Mr. Manchin complimented Mr. Coburn for his input and said Monday “there’s maybe going to be a day” to visit Mr. Coburn’s proposal, but that the one he is co-sponsoring addresses the Oklahoman’s concerns about convenience.
“It was supposed to be to help the convenience of rural America, rural Oklahoma, rural West Virginia of not having to go to” a federally licensed dealer, he said. “Well, guess what? In our bill, no personal transactions have to be done, so a portal’s not needed because you don’t need to do the background check unless you go to the gun show. The gun store’s current law, or if you buy on the Internet commercial sales.”
Sen. Benjamin L. Cardin, Maryland Democrat, and Sen. Richard Blumenthal, Connecticut Democrat, said they hadn’t seen Mr. Coburn’s proposal.

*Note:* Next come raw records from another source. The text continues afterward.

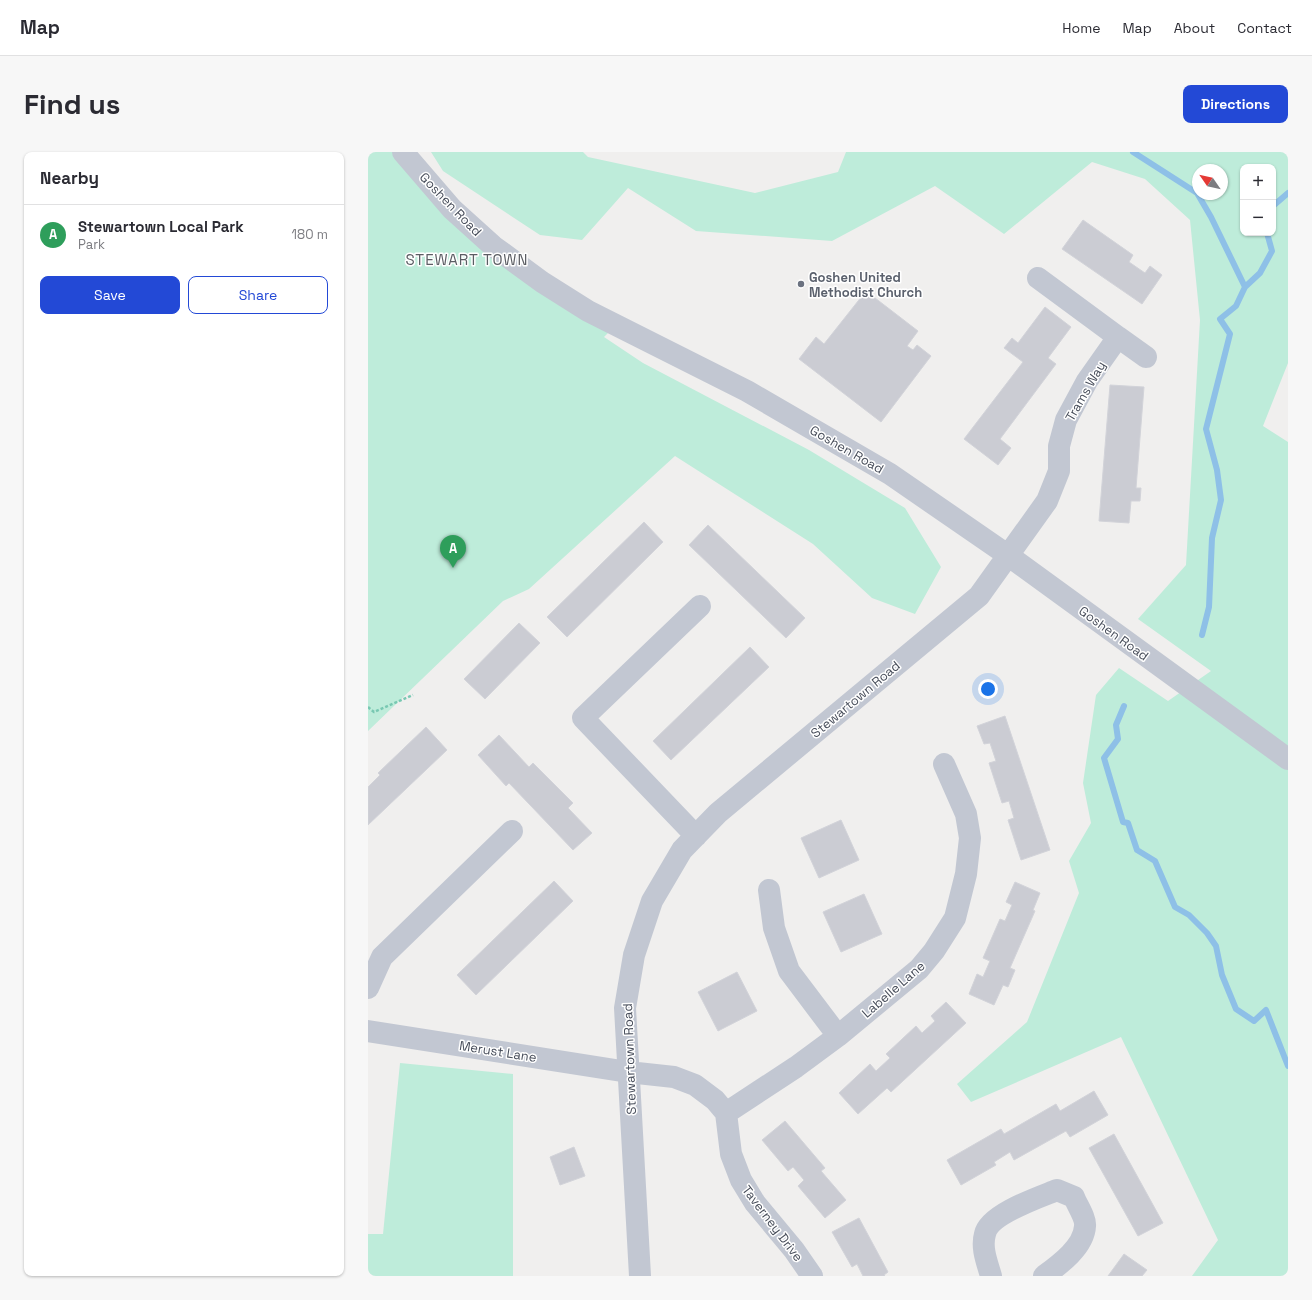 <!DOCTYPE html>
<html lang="en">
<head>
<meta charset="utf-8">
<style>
	:root { --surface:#fff; --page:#f7f7f7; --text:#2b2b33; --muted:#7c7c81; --line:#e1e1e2; --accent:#2349d6 }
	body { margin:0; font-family:"Space Grotesk",sans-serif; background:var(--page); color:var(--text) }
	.controls { position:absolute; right:12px; top:12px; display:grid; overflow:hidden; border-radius:8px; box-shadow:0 1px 3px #0004 }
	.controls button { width:36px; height:36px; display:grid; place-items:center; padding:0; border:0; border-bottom:1px solid var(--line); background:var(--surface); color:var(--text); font:20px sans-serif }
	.compass { position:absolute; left:824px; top:12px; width:36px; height:36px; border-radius:50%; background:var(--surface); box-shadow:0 1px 3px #0004; rotate:304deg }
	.you { position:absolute; left:620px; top:537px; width:14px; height:14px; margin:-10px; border:3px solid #fff; border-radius:50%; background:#1a73e8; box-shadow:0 0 0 6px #1a73e833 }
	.badge { display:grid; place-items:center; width:26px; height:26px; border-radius:50%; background:var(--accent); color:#fff; font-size:13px; font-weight:700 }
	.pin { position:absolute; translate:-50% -33px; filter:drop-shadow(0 1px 2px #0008) }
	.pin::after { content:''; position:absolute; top:21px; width:14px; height:12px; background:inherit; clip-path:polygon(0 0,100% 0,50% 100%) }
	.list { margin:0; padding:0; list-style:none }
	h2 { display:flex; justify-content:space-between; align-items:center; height:52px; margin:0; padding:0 16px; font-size:17px }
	h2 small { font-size:13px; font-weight:400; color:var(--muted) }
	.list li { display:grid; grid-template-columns:26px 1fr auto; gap:12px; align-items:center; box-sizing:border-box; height:60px; padding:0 16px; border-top:1px solid var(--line) }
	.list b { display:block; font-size:15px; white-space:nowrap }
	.list p { margin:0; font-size:13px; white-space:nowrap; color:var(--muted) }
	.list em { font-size:13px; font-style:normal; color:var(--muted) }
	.actions { display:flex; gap:8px; padding:12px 16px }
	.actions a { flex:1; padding:9px 0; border:1px solid var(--accent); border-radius:8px; text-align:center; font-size:14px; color:var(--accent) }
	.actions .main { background:var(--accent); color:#fff }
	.map { position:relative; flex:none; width:920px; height:1124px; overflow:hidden; border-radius:8px }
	header { display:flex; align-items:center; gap:24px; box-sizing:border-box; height:56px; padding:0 20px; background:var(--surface); border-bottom:1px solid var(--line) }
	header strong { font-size:19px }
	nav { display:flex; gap:22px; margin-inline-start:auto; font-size:14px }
	.intro { display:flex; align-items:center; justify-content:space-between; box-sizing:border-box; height:96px; padding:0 24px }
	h1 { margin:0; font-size:28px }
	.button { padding:10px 18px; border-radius:8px; background:var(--accent); color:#fff; font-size:14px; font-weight:700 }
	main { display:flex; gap:24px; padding:0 24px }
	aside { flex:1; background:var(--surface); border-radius:8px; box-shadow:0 1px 3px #0004 }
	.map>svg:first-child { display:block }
	.green { fill:#beecda; fill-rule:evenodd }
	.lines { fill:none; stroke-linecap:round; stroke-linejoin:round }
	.stream { stroke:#8ec0e7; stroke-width:6 }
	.building { fill:#cbccd3; stroke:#d2d3d9 }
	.path { stroke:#78c8b2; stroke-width:2.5; stroke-dasharray:3 2; stroke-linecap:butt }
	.minor { stroke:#c2c7d2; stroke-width:22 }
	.worship-dot { fill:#6b7280; stroke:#fff; stroke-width:1.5 }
	.labels { text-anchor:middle; stroke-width:3; stroke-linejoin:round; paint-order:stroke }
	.street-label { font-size:13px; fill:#474d5a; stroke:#fff }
	.worship-label { font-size:13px; font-weight:bold; fill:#5b616d; stroke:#fff; text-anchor:start }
	.quarter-label { font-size:15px; letter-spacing:1px; fill:#5b5d63; stroke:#fff }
</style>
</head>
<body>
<header>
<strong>Map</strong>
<nav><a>Home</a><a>Map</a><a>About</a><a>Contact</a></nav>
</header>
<div class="intro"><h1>Find us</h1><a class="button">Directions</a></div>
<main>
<aside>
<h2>Nearby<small></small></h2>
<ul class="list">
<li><span class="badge" style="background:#2e9e5b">A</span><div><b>Stewartown Local Park</b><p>Park</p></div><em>180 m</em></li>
</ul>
<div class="actions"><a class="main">Save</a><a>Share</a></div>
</aside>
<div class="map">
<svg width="920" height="1124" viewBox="0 0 920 1124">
	<rect width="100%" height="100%" fill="#f0efee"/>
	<!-- green -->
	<path class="green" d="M0,0H36L66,41L244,177L236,185L275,211L441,298L537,356L573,415L547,462L504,446L445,392L307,304L161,437L135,449L0,579Z
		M63,0H215L220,5L387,41L470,20L478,0H920V211L895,274L920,290V1124H824L850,1088L753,885L603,950L589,932L659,870L711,741L701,709L723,671L715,631L728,543L751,516L800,549L843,519L770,467L818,413L832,168L822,68L777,27L724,10L636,82L567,34L464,89L328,79L260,36L214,88L172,83L75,19ZM875,15H905V81H875ZM830,18H854V42H830Z
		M32,911L145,922V1124H0V1082H15Z"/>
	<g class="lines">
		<!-- stream -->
		<path class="stream" d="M765,0L829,41L843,65L877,135
			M905,54L920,41
			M834,483L841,455L844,386L853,348L849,318L838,277L862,182L852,167L868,154L877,135L892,121L904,99L899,81
			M756,554L748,573L750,587L736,606L755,670L760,671L769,698L787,709L807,755L821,763L839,781L848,794L854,823L868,857L886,869L898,858L920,914"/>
	</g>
	<!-- building -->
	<path class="building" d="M715,68L765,103L761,110L777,121L782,114L794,123L774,152L694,97Z
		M498,139L550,179L539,194L545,198L549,193L563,204L513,270L431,207L448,185L456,192Z
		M677,155L703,175L680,206L688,212L632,287L643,296L630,313L596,287L655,210L636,196L644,186L650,191Z
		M742,233L776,235L768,336H773L772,349H763L761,371L731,369Z
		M276,370L295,390L199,485L179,465Z
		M340,373L437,466L418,486L321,393Z
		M151,471L172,491L117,547L96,527Z
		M382,495L401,515L303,608L285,589Z
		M637,564L682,698L653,708L640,668L646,666L641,649L634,651L621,611L628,609L622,591L616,592L609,574Z
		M58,575L79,598L0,673V635L12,623L10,621Z
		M131,583L161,615L165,611L205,651L200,656L224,681L205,698L141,631L138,634L110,603Z
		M473,668L491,708L451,726L433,686Z
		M186,729L205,749L108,843L89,823Z
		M647,730L672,741L665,758L667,759L642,816L647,818L640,835L635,833L626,853L601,842L609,822L615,825L622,809L615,806L632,767L637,769L644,753L638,750Z
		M496,742L514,782L473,800L455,760Z
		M369,820L389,859L350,879L330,840Z
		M578,850L598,871L523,940L519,936L490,962L471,941L502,912L508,919L522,906L518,902L548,874L554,881L567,869L563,864Z
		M726,939L740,963L702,985L698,979L646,1008L642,1000L626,1010L628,1013L593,1033L579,1008L633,977L636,982L688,952L692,959Z
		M417,969L457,1016L453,1019L478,1048L457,1066L430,1034L436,1028L425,1015L420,1019L394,988Z
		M746,982L795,1071L770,1084L721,996Z
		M206,995L217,1024L192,1033L182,1005Z
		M491,1066L520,1120L516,1123L517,1124H495L489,1112L484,1115L464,1080Z
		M756,1102L779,1118L774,1124H740Z"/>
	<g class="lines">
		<!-- path -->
		<path class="path" d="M0,555L6,560L45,543"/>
		<!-- minor -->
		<path class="minor" d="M35,0L84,57L125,94L174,130L220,159L379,239L522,322L641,404L920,607
			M750,185L778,205
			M328,684L215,566L332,454
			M401,738L406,776L421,819L470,884
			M0,836L14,805L144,679
			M0,879L260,920L306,925L327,933L347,948L358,961L363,1002L373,1028L387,1051L426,1098L444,1124
			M358,961L428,915L470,884L551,817L566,799L587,766L598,722L602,686L598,662L576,612
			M272,1124L257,856L266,803L284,749L314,698L350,661L611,444L679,349L691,319V294L698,268L719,229L750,185L670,126
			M623,1124C619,1110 613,1096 617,1082C621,1062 672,1045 689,1038L706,1045C709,1053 718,1066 717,1074C716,1095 691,1113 676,1124"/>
	</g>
	<!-- markers -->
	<circle class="worship-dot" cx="433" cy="132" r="4"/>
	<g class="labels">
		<!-- street labels -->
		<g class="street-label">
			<text transform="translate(83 52) rotate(46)" y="5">Goshen Road</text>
			<text transform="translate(717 239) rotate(-60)" y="5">Trams Way</text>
			<text transform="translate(479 297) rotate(30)" y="5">Goshen Road</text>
			<text transform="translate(746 481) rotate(36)" y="5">Goshen Road</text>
			<text transform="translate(487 547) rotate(-40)" y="5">Stewartown Road</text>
			<text transform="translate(525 837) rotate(-41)" y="5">Labelle Lane</text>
			<text transform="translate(130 899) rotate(9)" y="5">Merust Lane</text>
			<text transform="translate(261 907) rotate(-92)" y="5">Stewartown Road</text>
			<text transform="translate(405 1071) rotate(53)" y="5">Taverney Drive</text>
		</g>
		<!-- worship labels -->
		<g class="worship-label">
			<text x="441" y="130">Goshen United<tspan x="441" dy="15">Methodist Church</tspan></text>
		</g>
		<!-- quarter labels -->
		<g class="quarter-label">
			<text x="99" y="113">STEWART TOWN</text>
		</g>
	</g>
</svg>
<div class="controls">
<button>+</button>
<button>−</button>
</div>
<svg class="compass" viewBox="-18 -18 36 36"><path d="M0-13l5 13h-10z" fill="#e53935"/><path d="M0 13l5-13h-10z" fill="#7c7c81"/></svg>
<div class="you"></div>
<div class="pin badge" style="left:85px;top:416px;background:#2e9e5b">A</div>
</div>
</main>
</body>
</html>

“But I am going to support the strongest bills that we can get through here,” Mr. Cardin said.
Mayors Against Illegal Guns, the advocacy group co-chaired by New York City Mayor Michael R. Bloomberg, has begun a push for the Toomey-Manchin amendment, targeting a handful of senators from both parties with ad campaigns. It pulled ads targeting Mr. Toomey after he helped introduce the legislation.
“Our bipartisan coalition of more than 900 mayors strongly supports this bill and looks forward to working with other leaders, including Senators Schumer and Kirk who have worked tirelessly on this issue, to do all we can to ensure its passage,” Mr. Bloomberg said recently.
Conversely, the liberal advocacy group MoveOn.Org launched an ad campaign this week targeting six Senate Democrats and prodding them to support background check legislation as well as bans on assault weapons and high-capacity magazines.